***** DATA EXTRACTS *****

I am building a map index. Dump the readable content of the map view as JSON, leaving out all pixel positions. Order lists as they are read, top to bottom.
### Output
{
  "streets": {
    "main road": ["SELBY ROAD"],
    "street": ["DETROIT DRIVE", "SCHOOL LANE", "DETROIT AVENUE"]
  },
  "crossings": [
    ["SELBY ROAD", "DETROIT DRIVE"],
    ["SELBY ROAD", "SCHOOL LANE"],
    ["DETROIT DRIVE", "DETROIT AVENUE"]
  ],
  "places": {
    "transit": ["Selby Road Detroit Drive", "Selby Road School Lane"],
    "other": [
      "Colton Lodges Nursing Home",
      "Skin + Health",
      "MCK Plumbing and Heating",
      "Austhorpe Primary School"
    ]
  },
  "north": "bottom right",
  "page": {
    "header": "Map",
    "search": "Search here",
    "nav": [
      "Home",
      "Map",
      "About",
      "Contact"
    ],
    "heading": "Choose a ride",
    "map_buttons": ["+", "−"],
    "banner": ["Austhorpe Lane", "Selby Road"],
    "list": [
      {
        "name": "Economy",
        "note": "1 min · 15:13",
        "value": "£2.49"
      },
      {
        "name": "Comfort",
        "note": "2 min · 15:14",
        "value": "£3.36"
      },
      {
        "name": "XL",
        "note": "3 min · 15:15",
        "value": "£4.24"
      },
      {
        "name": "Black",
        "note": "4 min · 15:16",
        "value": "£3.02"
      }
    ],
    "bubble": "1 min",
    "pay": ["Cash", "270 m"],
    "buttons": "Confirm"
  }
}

*****

> [WHAT YOU SHOULD DO] Once the lines of the entries containing the word "value" have been counted, report the number alone.

> [SOLUTION TO THE PROBLEM] 4